The brand, i-On Skincare, currently has two “age disrupting” products, a moisturizer and an eye cream, which remove excess levels of iron in the skin brought on by menopause, which would normally lead to the production of free radicals and require antioxidant treatment.
In October, Nordstrom launched i-On for sale in-store and online, which i-On CEO Missy Godfrey said was a result of evidence the company’s patented technology is effective in treating menopause-driven skin problems. Godrey maintained it represents a solution to a long unsolvable cosmetic problem.
The scientist who developed the technology, Xi Huang, said his research shows as much as a 42% increase in iron in the skin post-menopause, and trying to address adverse effects of that change with antioxidnats after oxidation has already occurred is a zero-sum game.
“Other people are using antioxidants to fight against oxidants,” Xi said. “That is a battle I don’t think we can win, it’s like one soldier against one soldier. We take iron away, so we stop oxidation.”
Coal component unlocked concept for new technology
Xi said his background in research of black lung disease among coal miners was the inflection point for creating i-On. In doing occupational medicine research for black lung, he discovered that a certain component of coal could make iron non-bioavailable.

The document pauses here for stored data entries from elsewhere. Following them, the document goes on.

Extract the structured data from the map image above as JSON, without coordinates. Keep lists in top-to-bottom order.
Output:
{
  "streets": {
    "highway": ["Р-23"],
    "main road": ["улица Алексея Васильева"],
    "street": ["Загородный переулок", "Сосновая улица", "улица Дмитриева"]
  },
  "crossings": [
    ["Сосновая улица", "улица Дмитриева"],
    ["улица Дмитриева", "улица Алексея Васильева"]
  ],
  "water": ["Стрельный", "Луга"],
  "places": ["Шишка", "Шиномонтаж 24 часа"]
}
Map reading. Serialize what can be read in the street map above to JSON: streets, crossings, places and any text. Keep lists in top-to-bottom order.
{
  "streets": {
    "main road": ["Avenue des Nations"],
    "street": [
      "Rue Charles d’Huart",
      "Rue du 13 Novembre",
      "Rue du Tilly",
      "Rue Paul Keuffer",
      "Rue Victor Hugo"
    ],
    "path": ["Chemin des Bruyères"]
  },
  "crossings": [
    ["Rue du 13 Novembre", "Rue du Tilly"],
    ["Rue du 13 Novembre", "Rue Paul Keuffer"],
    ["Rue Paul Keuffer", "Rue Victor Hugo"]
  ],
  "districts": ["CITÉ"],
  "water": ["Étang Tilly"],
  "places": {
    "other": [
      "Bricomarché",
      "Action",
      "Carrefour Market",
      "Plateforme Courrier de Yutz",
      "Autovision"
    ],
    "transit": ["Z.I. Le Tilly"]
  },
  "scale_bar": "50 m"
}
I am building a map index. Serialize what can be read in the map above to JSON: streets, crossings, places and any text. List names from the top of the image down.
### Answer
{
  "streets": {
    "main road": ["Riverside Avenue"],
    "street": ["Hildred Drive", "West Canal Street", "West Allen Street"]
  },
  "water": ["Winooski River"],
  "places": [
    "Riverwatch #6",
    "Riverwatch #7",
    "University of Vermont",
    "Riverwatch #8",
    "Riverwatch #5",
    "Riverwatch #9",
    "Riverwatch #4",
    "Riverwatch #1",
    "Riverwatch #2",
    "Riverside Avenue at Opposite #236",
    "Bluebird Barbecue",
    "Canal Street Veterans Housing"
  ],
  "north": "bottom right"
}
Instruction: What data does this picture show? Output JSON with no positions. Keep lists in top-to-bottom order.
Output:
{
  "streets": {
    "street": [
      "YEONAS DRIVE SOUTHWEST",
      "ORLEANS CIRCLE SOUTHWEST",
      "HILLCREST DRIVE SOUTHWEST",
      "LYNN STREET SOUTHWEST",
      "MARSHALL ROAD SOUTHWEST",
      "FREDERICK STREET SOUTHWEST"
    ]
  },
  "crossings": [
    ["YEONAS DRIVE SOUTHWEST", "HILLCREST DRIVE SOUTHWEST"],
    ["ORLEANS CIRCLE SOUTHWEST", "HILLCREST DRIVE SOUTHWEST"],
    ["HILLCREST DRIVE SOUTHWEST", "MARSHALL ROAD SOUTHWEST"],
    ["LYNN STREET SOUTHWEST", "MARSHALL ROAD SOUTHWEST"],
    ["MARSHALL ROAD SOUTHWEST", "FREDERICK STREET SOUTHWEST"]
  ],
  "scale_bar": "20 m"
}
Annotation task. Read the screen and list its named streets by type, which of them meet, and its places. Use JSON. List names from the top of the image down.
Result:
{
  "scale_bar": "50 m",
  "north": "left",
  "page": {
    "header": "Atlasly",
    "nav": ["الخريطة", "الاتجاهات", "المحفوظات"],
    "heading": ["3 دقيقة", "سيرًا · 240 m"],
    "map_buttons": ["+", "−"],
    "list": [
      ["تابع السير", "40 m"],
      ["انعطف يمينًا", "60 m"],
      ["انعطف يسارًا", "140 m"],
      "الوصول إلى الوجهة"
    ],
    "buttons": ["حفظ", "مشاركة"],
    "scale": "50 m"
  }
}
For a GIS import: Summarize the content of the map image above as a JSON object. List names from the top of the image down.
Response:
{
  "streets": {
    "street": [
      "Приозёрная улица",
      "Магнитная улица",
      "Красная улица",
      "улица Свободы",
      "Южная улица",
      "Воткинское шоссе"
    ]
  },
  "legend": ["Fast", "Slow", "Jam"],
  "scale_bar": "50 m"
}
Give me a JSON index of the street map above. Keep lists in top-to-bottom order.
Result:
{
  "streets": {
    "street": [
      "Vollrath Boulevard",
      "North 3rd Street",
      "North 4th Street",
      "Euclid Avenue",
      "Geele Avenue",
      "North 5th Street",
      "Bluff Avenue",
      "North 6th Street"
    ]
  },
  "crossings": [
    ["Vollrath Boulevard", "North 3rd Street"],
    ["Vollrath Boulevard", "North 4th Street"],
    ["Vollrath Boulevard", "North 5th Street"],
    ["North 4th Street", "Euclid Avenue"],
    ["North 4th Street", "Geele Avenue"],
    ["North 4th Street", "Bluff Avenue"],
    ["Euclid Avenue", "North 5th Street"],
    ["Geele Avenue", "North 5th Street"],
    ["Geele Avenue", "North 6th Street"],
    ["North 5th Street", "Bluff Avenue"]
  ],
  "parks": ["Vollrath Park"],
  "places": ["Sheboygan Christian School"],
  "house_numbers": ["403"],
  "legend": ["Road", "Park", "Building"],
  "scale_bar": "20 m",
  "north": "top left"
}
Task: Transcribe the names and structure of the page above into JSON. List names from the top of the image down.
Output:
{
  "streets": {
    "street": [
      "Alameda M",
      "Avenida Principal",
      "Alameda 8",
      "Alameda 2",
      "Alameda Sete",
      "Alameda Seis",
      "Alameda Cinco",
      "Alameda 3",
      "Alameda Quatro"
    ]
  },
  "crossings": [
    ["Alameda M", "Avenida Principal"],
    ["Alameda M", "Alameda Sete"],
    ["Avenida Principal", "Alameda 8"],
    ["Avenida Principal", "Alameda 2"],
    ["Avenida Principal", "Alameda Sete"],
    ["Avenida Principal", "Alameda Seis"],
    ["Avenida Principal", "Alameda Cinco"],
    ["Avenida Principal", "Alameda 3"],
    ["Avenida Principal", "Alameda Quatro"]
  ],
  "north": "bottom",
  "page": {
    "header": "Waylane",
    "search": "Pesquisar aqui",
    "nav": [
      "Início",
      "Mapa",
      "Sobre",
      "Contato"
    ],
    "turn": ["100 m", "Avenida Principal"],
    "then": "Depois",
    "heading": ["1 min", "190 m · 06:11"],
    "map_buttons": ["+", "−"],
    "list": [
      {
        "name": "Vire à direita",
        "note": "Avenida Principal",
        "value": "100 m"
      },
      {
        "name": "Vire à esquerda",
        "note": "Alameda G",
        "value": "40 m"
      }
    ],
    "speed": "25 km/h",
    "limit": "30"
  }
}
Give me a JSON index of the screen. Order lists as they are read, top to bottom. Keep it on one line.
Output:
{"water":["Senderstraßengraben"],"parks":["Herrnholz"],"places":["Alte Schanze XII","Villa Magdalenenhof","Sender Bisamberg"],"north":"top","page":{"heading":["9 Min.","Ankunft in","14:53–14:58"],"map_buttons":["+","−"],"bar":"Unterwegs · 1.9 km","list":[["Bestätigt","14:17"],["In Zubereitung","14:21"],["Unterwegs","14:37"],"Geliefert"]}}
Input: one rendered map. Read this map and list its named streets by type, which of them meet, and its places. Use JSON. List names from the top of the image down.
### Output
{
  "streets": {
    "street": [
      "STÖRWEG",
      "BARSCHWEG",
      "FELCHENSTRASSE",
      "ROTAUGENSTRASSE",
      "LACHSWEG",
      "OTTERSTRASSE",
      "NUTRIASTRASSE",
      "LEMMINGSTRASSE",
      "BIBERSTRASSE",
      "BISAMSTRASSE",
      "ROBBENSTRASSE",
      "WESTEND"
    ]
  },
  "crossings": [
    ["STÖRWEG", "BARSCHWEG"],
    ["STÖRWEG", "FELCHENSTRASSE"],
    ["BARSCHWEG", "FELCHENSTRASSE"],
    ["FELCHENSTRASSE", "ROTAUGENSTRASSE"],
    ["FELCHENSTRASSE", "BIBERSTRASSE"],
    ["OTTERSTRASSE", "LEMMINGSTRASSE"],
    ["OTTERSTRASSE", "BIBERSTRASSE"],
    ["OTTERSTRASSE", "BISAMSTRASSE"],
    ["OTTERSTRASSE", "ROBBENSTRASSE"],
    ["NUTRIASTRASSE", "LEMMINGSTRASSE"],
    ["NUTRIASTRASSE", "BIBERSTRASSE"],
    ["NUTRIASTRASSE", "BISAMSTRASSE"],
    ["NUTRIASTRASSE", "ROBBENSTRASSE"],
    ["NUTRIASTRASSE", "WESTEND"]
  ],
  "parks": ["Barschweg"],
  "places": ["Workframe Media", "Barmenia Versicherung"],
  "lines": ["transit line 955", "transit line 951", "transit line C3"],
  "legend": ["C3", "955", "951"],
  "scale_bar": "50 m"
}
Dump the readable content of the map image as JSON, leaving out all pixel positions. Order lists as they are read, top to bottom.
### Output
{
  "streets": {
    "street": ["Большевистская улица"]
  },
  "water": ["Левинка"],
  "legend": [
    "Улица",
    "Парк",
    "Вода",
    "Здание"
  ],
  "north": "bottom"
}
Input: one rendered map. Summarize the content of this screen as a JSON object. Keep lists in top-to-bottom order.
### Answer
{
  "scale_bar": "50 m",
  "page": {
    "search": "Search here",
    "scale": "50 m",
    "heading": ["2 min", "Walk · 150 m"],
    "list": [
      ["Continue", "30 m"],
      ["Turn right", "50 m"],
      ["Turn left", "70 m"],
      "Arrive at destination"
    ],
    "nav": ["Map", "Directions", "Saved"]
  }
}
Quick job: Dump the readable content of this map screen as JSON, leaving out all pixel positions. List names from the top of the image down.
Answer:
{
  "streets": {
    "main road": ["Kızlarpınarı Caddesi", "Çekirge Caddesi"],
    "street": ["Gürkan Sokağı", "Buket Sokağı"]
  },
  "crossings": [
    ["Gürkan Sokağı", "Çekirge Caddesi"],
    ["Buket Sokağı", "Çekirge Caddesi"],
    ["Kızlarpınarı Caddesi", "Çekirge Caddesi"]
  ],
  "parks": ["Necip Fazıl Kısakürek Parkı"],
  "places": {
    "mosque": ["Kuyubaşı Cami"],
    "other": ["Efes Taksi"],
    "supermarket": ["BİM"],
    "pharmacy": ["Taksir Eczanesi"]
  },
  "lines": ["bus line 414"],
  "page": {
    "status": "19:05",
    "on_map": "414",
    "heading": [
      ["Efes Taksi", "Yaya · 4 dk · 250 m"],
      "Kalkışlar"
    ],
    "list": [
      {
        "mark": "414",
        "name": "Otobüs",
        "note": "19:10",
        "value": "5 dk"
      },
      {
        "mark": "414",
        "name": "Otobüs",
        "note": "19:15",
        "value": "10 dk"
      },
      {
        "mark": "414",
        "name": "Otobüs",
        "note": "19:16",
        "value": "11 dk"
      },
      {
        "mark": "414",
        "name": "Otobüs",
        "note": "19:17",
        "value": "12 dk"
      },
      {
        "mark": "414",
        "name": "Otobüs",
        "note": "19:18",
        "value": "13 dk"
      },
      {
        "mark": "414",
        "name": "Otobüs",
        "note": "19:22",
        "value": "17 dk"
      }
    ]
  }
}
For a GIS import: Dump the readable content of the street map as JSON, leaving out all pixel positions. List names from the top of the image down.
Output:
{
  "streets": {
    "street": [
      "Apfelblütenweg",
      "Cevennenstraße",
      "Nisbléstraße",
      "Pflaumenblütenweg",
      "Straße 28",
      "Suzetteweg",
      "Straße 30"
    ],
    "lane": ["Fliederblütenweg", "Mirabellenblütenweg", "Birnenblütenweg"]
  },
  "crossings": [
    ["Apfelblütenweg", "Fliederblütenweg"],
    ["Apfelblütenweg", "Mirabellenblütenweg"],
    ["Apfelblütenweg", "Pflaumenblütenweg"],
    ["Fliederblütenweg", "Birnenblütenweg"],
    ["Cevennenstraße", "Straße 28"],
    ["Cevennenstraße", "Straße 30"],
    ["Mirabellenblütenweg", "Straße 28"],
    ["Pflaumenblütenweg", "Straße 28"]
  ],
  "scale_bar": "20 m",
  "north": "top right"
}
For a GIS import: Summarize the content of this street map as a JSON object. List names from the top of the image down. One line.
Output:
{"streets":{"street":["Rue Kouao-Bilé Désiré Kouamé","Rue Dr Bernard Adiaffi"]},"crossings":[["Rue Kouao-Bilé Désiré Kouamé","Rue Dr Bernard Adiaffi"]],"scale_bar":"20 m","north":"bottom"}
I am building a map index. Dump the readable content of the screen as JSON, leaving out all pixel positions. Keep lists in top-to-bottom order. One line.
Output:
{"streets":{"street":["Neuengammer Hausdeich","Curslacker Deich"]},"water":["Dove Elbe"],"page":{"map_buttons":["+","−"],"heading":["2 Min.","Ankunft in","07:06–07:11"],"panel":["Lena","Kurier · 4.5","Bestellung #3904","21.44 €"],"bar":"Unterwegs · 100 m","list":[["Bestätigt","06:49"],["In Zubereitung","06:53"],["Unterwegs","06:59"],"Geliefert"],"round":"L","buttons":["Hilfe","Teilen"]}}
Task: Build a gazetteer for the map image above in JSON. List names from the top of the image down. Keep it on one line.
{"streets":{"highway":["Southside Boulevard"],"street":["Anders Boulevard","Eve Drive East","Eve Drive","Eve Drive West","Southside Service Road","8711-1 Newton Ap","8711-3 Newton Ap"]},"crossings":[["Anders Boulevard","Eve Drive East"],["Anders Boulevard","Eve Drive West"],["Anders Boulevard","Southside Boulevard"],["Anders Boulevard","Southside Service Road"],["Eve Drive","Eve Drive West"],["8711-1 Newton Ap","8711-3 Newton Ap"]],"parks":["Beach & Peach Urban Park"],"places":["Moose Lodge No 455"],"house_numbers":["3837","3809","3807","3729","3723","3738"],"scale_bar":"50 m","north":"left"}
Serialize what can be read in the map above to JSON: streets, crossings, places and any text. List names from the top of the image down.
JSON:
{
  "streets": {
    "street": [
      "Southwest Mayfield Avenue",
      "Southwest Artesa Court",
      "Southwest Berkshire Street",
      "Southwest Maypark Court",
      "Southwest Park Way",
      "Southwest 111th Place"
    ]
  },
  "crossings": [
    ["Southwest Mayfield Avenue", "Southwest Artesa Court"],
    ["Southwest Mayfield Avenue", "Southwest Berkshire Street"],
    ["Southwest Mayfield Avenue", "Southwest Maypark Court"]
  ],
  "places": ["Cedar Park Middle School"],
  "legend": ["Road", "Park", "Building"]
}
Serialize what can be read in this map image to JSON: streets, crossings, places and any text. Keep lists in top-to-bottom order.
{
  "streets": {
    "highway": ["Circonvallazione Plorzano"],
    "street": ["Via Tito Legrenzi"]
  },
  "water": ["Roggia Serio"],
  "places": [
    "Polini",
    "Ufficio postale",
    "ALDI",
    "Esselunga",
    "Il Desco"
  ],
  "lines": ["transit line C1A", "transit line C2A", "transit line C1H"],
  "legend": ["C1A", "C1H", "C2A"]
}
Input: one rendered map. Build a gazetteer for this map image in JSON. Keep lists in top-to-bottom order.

Because black lung research is often political and funding was limited, he said he transitioned this knowledge to women’s health when he saw an New York University study stating women experienced significant increases of iron in their body during and after menopause.
The researcher said he was also spurred into women’s health by concerns over the safety of estrogen replacement therapy created by the Women’s Health Initiative study.
“We’ve never been able to use the ‘m-word’ before … This is a huge market of women who are dealing with a number of health and wellness issues as part of that process,” i-On CEO Missy Godfrey.
After doing his own research to confirm iron levels increased in the skin specifically during menopause, Xi said he knew he had the expertise to solve that problem. His technology reduces iron to an exfoliation form, releases it from the iron-binding proteins in skin and removes it, as well as repairing skin and resorting its healthy appearance.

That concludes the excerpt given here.